### Task goal
Line by line, please look for the word "Дорошенка" in the following records, then copy each line you find it in.

Stored data entries:
----------------------------------------

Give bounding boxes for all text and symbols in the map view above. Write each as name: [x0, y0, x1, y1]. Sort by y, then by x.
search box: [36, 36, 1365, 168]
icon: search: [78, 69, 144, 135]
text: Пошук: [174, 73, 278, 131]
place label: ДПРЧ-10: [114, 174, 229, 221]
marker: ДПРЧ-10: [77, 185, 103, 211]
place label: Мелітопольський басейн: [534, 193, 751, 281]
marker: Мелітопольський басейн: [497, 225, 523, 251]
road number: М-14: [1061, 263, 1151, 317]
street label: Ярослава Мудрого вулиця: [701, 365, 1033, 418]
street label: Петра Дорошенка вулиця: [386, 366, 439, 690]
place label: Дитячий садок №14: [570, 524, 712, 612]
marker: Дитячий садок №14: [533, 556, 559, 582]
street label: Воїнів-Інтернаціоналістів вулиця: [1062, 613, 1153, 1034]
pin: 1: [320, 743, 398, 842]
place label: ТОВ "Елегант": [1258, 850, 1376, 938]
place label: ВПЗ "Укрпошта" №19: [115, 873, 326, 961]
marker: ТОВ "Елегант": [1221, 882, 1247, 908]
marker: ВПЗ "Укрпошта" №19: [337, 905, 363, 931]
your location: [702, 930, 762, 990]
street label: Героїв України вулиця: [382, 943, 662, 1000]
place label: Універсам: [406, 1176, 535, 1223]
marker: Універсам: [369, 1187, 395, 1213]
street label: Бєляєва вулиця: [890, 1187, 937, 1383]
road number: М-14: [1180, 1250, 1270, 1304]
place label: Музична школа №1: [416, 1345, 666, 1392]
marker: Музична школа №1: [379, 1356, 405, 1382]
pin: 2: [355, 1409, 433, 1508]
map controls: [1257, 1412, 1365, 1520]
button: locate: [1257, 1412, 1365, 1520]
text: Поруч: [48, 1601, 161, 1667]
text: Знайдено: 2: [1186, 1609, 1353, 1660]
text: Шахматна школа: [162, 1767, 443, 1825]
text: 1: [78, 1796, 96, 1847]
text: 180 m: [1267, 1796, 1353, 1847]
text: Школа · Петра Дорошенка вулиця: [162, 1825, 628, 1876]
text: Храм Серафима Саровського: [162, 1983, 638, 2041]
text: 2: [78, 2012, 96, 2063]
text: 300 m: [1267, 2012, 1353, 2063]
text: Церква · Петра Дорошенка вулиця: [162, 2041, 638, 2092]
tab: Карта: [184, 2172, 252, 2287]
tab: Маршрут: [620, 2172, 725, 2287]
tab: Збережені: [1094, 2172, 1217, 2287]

----------------------------------------

### Finished exercise
street label: Петра Дорошенка вулиця: [386, 366, 439, 690]
text: Школа · Петра Дорошенка вулиця: [162, 1825, 628, 1876]
text: Церква · Петра Дорошенка вулиця: [162, 2041, 638, 2092]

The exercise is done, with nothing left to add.